Well, it contains 18.75% Zinc Oxide as the active ingredient, and the rest is as follows:
*Olea Europaea (Extra Virgin Olive) Oil, *Cera Alba (Beeswax), *Simmondsia Chinensis (Jojoba) Oil, *Theobroma Cacao (Cocoa) Butter, *Butyrospermum Parkii (Shea) Butter, Essential Oil of *Lavandula Angustifolia (Lavender), Tocopherol (Natural Vitamin E), and CO2 Extract of *Hippophae Rhamnoides (Seabuckthorn).
As I said before, everything else in the sunscreen is for the ‘elegance’ and the suitablity/ feel for your skin. There are some nice ingredients here, and I’m guessing they’ve added the Beeswax to give longevity to the product. Overall, very nice, and kind to the skin.
So let’s compare to mine:
20% Zinc Oxide
Apricot Kernel Oil, Sea Emollient, Distilled H2O, Vitamin E Acetate Powder, Glycerin, Lecithin Powder, Polysorbate 80, Grape Seed Extract.
Like the Badger, the focus is on natural ingredients, but mine contains 20% Zinc Oxide, and doesn’t leave the white cast on the skin that the Badger can.
Now let’s look at Marie Veronique Face Screen SPF 30+:
Active ingredient: 20% Zinc Oxide
Camellia sinensis (green& white tea), Simmondsia chinensis (jojoba oil), Prunus armeniaca (apricot kernel oil), Limnanthes alba (meadowfoam seed oil), Helianthus annuus (sunflower oil), emu oil, Tocopherol (Vitamin E), vegetable glycerin, Elaesis guineensis (red palm oil), Rubus idaeus (red raspberry seed oil), lecithin, potassium sorbate, allantoin, Cosmocil CQ*, xanthan gum, mica, Hippophae rhamnoides (sea buckthorn oil), Calodendrum Capense (yangu oil), Rosemarinus officinalis (rosemary oleoresin), pearl powder, Daucus carota (carrot seed) essential oil, Cistus incanus (cistus) essential oil, Lonicera japonica (honeysuckle), Helichrysum italicum (helichrysum) essential oil.

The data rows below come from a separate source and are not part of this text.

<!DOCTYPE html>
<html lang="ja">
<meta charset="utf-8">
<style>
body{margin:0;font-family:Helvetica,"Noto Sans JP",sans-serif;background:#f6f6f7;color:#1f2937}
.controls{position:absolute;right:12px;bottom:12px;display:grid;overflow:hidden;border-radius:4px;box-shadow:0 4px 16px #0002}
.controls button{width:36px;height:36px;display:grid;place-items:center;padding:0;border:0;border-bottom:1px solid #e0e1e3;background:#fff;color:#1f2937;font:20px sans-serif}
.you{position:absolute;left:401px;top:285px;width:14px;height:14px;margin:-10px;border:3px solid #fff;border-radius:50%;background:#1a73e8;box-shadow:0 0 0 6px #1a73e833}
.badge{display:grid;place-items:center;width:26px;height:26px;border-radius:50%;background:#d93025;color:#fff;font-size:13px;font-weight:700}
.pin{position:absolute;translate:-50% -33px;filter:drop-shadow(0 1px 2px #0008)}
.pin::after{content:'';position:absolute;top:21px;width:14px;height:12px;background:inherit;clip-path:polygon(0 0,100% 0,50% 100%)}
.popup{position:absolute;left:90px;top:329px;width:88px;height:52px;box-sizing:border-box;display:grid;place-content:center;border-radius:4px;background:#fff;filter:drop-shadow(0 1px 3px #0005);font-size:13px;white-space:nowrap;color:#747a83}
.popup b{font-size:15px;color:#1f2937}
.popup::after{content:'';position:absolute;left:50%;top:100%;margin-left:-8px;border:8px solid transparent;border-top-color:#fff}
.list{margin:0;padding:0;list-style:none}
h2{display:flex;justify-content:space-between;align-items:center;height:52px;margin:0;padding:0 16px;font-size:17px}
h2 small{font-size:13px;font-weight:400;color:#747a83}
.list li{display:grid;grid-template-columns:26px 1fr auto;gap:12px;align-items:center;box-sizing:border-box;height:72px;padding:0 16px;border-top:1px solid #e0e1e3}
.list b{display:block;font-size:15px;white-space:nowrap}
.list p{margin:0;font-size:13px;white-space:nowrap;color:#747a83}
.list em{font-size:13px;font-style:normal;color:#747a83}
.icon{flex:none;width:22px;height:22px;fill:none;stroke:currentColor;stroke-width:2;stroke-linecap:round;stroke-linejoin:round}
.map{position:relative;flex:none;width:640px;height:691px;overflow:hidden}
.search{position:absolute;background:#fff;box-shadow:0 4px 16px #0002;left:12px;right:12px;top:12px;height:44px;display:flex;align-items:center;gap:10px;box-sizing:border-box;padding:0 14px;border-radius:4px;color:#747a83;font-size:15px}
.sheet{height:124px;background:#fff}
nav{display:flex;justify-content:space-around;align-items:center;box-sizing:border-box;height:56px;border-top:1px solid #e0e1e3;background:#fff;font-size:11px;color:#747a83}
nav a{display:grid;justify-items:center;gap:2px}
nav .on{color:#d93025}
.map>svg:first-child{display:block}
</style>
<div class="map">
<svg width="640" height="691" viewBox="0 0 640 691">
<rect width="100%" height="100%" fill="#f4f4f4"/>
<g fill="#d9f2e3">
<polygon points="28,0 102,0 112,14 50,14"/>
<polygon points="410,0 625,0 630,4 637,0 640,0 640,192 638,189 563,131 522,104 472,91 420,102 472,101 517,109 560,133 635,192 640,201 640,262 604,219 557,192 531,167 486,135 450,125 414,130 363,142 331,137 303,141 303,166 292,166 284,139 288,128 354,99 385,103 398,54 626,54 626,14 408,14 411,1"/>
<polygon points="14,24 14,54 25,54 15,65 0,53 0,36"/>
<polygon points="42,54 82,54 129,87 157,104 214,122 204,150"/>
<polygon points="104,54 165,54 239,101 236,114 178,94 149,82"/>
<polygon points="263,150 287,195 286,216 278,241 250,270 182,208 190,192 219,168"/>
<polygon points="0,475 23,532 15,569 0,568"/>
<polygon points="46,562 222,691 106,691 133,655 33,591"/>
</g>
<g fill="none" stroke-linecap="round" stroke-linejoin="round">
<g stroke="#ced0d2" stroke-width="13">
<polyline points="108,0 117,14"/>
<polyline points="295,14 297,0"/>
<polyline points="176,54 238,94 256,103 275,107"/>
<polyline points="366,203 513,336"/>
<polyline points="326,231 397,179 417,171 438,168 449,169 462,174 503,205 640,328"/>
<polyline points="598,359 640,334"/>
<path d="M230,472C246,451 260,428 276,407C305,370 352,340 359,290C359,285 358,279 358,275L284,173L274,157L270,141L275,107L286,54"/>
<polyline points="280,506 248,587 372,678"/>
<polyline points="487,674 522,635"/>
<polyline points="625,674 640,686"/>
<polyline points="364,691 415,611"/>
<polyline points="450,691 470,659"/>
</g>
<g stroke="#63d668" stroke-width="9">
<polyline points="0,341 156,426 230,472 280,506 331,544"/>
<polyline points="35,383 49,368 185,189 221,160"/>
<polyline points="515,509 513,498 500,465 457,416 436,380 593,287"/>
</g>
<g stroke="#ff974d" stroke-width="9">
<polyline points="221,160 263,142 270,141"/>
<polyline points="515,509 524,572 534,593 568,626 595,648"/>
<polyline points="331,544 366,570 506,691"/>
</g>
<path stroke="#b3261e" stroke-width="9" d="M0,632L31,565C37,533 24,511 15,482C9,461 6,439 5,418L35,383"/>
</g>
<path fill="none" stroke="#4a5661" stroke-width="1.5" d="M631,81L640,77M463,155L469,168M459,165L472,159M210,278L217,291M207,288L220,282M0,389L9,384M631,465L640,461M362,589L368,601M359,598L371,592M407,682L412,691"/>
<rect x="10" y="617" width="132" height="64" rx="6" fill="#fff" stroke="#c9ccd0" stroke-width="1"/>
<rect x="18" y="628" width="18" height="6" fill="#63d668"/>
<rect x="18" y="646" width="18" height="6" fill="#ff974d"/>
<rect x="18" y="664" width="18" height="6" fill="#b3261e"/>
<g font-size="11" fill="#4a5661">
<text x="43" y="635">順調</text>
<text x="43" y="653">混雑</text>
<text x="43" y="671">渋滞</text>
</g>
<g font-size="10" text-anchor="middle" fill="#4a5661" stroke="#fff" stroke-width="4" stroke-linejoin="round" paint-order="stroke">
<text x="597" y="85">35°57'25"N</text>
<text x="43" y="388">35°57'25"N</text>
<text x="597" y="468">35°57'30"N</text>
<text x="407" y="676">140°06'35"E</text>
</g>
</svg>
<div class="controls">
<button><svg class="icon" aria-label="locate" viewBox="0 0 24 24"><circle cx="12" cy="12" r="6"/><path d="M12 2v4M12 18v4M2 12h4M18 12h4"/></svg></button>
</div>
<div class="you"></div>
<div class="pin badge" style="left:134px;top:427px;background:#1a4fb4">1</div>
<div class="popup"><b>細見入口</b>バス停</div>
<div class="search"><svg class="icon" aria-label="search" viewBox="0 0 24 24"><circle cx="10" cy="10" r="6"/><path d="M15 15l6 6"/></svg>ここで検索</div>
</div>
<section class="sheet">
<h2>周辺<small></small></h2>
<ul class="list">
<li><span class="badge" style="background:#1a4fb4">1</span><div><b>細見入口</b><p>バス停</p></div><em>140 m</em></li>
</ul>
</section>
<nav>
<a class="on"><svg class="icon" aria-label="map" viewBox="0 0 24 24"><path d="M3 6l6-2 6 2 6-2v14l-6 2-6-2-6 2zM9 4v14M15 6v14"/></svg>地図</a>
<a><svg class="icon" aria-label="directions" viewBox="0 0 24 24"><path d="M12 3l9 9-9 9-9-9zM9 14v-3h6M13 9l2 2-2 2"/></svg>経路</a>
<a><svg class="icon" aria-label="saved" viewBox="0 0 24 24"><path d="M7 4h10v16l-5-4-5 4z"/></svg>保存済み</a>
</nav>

So the idea is the same. Marie Veronique uses 20% Zinc Oxide, and uses a variety of oils and thickners for the ‘elegance’ of the formulation. The main difference with this is that it’s more obvious on the skin than the DIY formulation and harder to reapply.
So, in answer to the question at the start of this post of “Making Your Own Sunscreen: How Do You Know That It Works?”, I have listed two examples here of sunscreen formulations that mimic my own. The amount of Zinc Oxide is more or less the same, and the rest of the ingredients are mixed according to how the company wants the sunscreen to feel on the skin. The crucial part of this formulation is the 20% Zinc Oxide, which has be proven to be the best sun protection ingredient we have. I favour my recipe because it disappears into the skin and doesn’t leave a white cast, but this is to do with the ‘elegance’ not with the sun protection. However, I am very confident that in wearing my DIY 20% Zinc Oxide sunscreen and reapplying every two hours, I will not get sunburnt.
Make sure you are equally confident in your sunscreen.